2011年11月23日 | 生活・ニュース

 「念のため組織を採りました。検査をしてみましょう。結果は2週間後に分かります」。若い医者が写真を指さしながら言った。

 毎年、人間ドックで検査を受けている。昨年同様、胃の検査は口からではなく、鼻から内視鏡を入れての検査を受けた。それでも内視鏡が喉のあたりを通過するときには咽頭反射を起こして何度も「オエッ」となる。何事に対しても鈍感な私だが、こと喉に関してだけは感度がよすぎるようで困る。

 検査が終わったあと、医者の前に座って結果を聞く。胃壁に1か所小指の先ほどの小さく赤みがかったところがあった。念のためその個所の組織を採取したという。「多分悪いものではないと思いますが、組織検査に出しておきます」という。

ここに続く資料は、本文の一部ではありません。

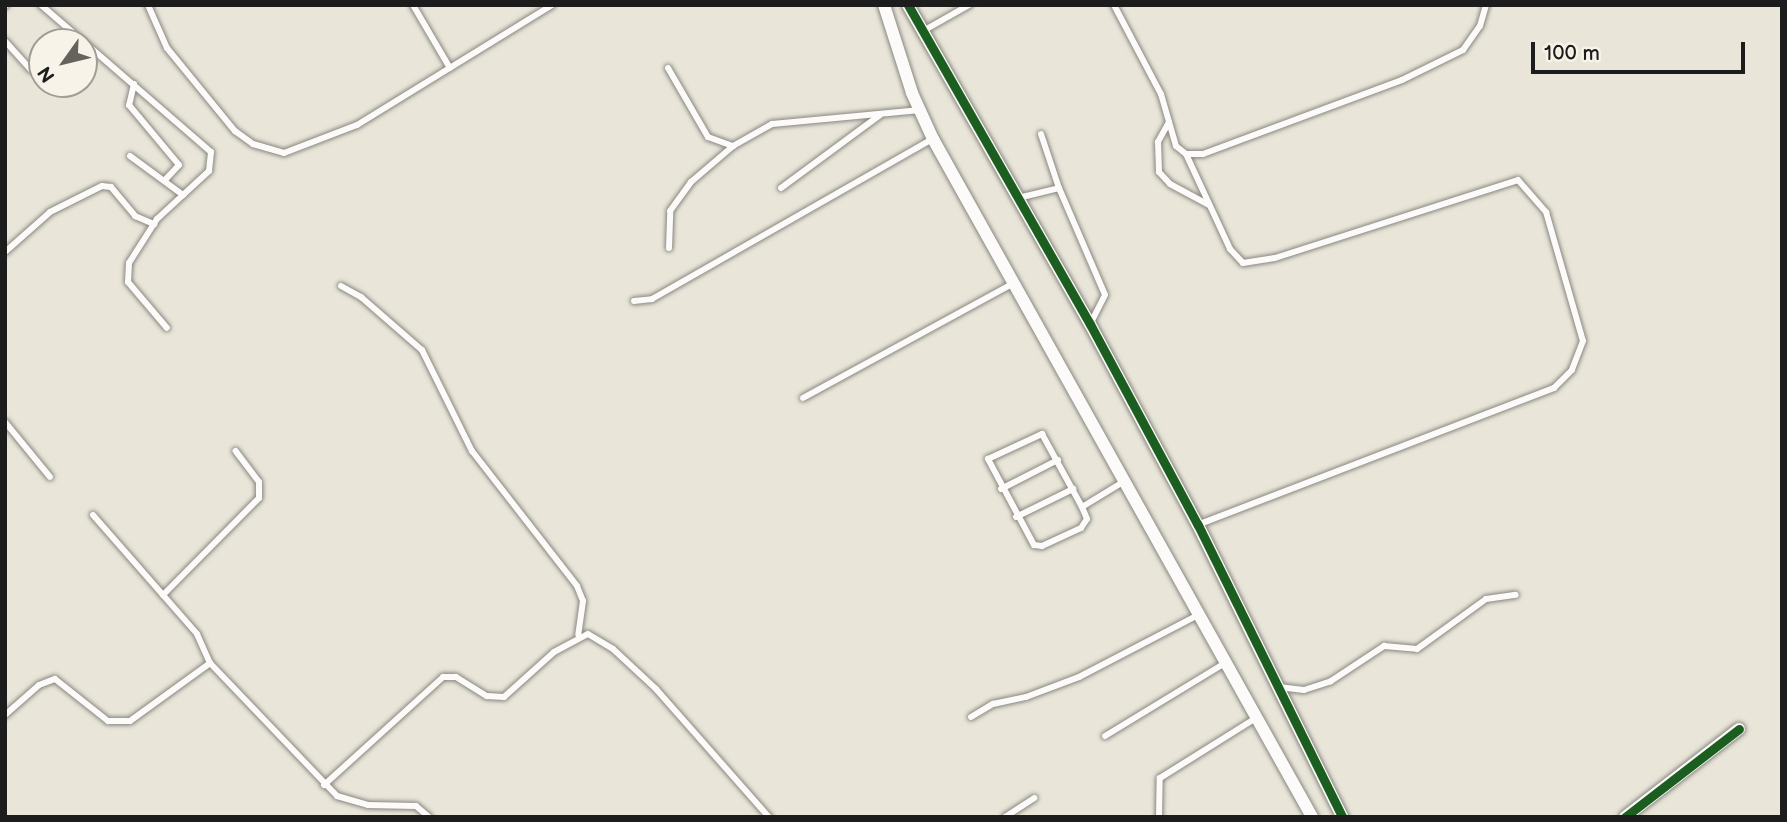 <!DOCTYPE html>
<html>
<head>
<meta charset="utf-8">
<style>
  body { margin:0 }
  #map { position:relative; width:1787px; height:822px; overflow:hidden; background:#e9e6d9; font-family:"Balsamiq Sans",sans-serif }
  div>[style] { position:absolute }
  .roads { filter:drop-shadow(0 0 2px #898781) drop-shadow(0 0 2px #898781) }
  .service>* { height:6px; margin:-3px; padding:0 3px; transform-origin:3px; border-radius:3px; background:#fcfbf9 }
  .minor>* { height:12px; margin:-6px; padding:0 6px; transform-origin:6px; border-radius:6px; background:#fcfbf9 }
  .cycleway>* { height:9px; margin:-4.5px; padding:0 4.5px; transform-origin:4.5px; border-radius:4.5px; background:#1b5e20 }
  span { translate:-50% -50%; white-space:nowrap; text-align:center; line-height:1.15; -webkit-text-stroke:5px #f7f3e8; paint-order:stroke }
  .frame { position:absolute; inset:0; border:7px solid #1c1c1c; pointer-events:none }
  .north { position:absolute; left:28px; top:28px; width:70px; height:70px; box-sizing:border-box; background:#f7f3e8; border:2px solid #9f9d96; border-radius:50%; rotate:236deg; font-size:19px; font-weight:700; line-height:28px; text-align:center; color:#1c1c1c }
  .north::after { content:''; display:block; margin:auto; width:24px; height:32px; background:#64635e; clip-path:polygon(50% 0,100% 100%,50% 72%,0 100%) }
  .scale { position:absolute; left:1531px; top:42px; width:214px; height:32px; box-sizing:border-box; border:4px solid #1c1c1c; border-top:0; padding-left:9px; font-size:21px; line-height:24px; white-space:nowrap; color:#1c1c1c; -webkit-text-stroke:5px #f7f3e8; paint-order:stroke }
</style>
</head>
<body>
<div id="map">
  <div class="roads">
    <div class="service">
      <div style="left:41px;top:5px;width:57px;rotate:40.7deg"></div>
      <div style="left:148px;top:5px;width:47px;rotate:66.2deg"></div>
      <div style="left:167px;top:48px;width:107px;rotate:50.7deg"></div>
      <div style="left:235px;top:131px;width:22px;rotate:36deg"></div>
      <div style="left:253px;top:144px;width:32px;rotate:16deg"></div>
      <div style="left:284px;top:153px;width:78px;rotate:-21deg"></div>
      <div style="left:357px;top:125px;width:229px;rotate:-31.6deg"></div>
      <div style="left:413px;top:5px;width:73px;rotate:59.6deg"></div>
      <div style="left:1114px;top:5px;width:101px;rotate:62.2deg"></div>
      <div style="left:1161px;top:94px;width:54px;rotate:73.9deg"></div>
      <div style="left:1176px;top:146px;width:13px;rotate:39deg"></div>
      <div style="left:1186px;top:154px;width:17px"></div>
      <div style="left:1203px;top:154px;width:212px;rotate:-20.4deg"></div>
      <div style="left:1402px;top:80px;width:68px;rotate:-26.2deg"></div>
      <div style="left:1463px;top:50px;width:29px;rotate:-55deg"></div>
      <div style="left:1480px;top:26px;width:22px;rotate:-74deg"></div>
      <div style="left:5px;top:6px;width:1px;rotate:-45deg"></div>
      <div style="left:923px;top:31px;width:53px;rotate:-29.5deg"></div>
      <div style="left:5px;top:41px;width:39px;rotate:48deg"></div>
      <div style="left:84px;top:42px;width:168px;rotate:40.9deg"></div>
      <div style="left:211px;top:152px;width:19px;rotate:96deg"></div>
      <div style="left:209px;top:171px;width:71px;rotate:137.3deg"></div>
      <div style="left:157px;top:219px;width:52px;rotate:122.5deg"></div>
      <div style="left:129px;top:263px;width:19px;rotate:93deg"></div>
      <div style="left:128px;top:282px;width:60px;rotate:49.7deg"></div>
      <div style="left:668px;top:68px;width:80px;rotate:59.9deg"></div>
      <div style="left:708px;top:137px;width:27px;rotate:20deg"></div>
      <div style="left:134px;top:84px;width:22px;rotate:103deg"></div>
      <div style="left:129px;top:105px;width:78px;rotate:50.2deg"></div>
      <div style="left:179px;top:165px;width:19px;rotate:133deg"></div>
      <div style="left:1169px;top:122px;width:23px;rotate:119deg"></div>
      <div style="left:1158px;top:142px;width:30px;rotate:88deg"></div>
      <div style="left:1159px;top:172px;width:16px;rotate:47deg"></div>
      <div style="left:1170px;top:184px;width:44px;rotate:28.3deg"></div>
      <div style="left:1041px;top:134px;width:57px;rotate:71.6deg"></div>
      <div style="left:1186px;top:154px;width:105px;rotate:65.1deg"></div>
      <div style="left:1230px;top:249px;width:19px;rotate:47deg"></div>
      <div style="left:1243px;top:263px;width:32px;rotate:-9deg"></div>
      <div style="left:1275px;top:258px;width:255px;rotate:-17.8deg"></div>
      <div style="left:1518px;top:180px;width:43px;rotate:48.8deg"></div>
      <div style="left:1546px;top:212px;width:134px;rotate:74deg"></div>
      <div style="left:1583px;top:341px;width:31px;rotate:111deg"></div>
      <div style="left:1572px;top:370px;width:25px;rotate:135deg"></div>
      <div style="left:1554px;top:388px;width:381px;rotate:159deg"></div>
      <div style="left:130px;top:156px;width:66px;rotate:36.3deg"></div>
      <div style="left:781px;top:188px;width:123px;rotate:-36.4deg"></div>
      <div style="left:1018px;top:198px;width:42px;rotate:-13.7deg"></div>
      <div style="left:1059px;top:188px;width:116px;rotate:66.7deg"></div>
      <div style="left:1105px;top:295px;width:33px;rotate:117deg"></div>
      <div style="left:669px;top:248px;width:37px;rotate:-88deg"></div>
      <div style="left:670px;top:211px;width:36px;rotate:-54deg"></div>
      <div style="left:691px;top:182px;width:55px;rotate:-40.6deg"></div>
      <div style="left:733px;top:146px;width:45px;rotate:-29.4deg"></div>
      <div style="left:772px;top:124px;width:149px;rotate:-5.4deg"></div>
      <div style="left:5px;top:252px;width:60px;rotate:-41.6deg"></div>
      <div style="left:50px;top:212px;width:58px;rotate:-26.6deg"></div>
      <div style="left:102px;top:186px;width:9px;rotate:6deg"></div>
      <div style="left:111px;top:187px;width:38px;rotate:50deg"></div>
      <div style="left:135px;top:216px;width:21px;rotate:23deg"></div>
      <div style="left:341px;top:286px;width:23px;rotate:29deg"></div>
      <div style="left:361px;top:297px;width:81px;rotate:41deg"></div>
      <div style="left:422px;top:350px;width:113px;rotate:63.7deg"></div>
      <div style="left:472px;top:451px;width:171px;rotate:52.1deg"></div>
      <div style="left:577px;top:586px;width:16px;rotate:68deg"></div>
      <div style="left:583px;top:601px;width:34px;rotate:98deg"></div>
      <div style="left:634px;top:301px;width:18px;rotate:-6deg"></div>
      <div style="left:652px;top:299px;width:323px;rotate:-29.7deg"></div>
      <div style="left:803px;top:398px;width:238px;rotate:-28.6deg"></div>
      <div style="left:5px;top:422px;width:71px;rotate:50.7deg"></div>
      <div style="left:1001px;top:489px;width:64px;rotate:-27deg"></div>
      <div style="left:1082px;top:507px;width:13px;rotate:67deg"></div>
      <div style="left:1087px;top:519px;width:11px;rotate:124deg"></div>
      <div style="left:1081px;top:528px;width:43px;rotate:155.2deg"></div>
      <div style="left:1042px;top:546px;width:8px;rotate:-173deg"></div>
      <div style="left:1034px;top:545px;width:98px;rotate:-118.1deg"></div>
      <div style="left:988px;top:459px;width:60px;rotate:-24.8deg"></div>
      <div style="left:1042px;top:434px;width:83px;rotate:61.3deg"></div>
      <div style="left:1082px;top:507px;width:48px;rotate:-31.4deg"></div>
      <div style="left:93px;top:515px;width:158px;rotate:48.8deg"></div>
      <div style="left:197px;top:634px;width:32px;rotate:66deg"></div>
      <div style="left:1016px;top:517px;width:64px;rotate:-26.2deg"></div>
      <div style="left:163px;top:595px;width:136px;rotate:-45.3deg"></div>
      <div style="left:259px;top:498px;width:16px;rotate:-90deg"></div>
      <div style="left:259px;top:482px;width:39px;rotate:-127deg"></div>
      <div style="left:1279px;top:687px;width:25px;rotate:7deg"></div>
      <div style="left:1304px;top:690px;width:28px;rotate:-18deg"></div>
      <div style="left:1331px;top:681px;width:64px;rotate:-33.4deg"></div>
      <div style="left:1384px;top:646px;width:33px;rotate:5deg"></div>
      <div style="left:1417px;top:649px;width:85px;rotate:-35.9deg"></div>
      <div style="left:1486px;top:599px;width:30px;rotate:-8deg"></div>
      <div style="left:5px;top:715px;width:45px;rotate:-41.4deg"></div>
      <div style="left:39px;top:685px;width:17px;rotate:-21deg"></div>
      <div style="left:55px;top:679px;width:68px;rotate:38.4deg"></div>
      <div style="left:108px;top:721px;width:22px"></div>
      <div style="left:130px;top:721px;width:99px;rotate:-35.9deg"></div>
      <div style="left:210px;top:663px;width:184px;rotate:46.3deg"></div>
      <div style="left:337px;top:796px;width:32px;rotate:16deg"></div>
      <div style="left:368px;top:805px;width:48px;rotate:1.2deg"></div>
      <div style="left:416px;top:806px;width:17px;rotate:40deg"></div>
      <div style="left:971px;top:717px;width:26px;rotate:-31deg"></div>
      <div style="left:993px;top:704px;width:34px;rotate:-12deg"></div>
      <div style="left:1026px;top:697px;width:57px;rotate:-20.7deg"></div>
      <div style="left:1079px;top:677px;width:134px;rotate:-27.5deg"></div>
      <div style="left:1105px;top:736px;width:140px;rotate:-31.3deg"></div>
      <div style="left:324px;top:785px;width:161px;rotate:-42.2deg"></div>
      <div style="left:443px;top:677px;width:13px"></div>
      <div style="left:456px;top:677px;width:36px;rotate:32deg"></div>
      <div style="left:487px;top:696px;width:17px;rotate:3deg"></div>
      <div style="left:504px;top:697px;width:67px;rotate:-42deg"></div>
      <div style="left:554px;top:652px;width:38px;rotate:-28deg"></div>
      <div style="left:588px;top:634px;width:29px;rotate:31deg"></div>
      <div style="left:613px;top:649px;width:59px;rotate:42.9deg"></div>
      <div style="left:656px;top:689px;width:171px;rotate:48.6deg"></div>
      <div style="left:1005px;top:817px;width:35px;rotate:-33deg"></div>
      <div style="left:1159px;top:817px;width:39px;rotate:-89deg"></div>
      <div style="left:1160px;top:778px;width:113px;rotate:-32deg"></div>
    </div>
    <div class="minor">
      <div style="left:884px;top:5px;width:92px;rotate:72.3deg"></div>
      <div style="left:912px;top:93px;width:51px;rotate:65.5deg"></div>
      <div style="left:933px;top:139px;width:777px;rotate:60.79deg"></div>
      <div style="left:908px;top:5px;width:367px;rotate:60.3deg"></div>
      <div style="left:1090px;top:324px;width:228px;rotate:61.8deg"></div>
      <div style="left:1198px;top:525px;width:326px;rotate:63.7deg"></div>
      <div style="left:1625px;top:817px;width:144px;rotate:-37.7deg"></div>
    </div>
  </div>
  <div class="cycleway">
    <div style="left:908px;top:5px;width:367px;rotate:60.3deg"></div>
    <div style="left:1090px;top:324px;width:228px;rotate:61.8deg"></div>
    <div style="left:1198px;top:525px;width:326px;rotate:63.7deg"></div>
    <div style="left:1625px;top:817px;width:144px;rotate:-37.7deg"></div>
  </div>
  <div class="frame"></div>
  <div class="north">N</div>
  <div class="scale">100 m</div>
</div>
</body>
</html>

 それから2週間、小春日和の天気の良い日が何日もあったが、遊びに出る気がしない。吉和のあたりは紅葉が美しい季節だ。見に行ってみたいとは思うが、今一つ晴れやかな気持ちになれない。ガレージのロードスターの周りをぐるり回ってみたり、ボンネットを開けてほこりを払ったりしてみるだけだ。

 図書館に走り、10冊借りてきた本を読んでみるが、一字一句を目で追うのではなく、斜めにはしょってページをめくるだけ。面白い話の本を読んでも、窓の外の明るい景色を見ても、心の底から楽しむ気持ちになれない。秋雨がしとしと降るような日には、そんな気持ちが倍増する。

 しかし、一方では「まあ、何か見つかったら見つかったでいいや。その時にはその時だ」という気持ちもある。若いころは「もしそうだったら、どうしよう」と、病気を恐れる気持ちが強かったが、この年になると、「仕方ない。なるようになるさ」と達観した気持ちの方が強くなっている。

 こうしてみると、年を取るのも悪くはない。同じ現象に対して受容・寛容の気持ちになれる。さて当日、神妙な顔をして医者の前に座った。「胃炎でしょう。悪いものではありません」。病院を出て空を仰げば晩秋の秋日和。「今日はドライブだ~」。無罪放免、えん罪であった。でもねぇ、医者に対して文句はイエン。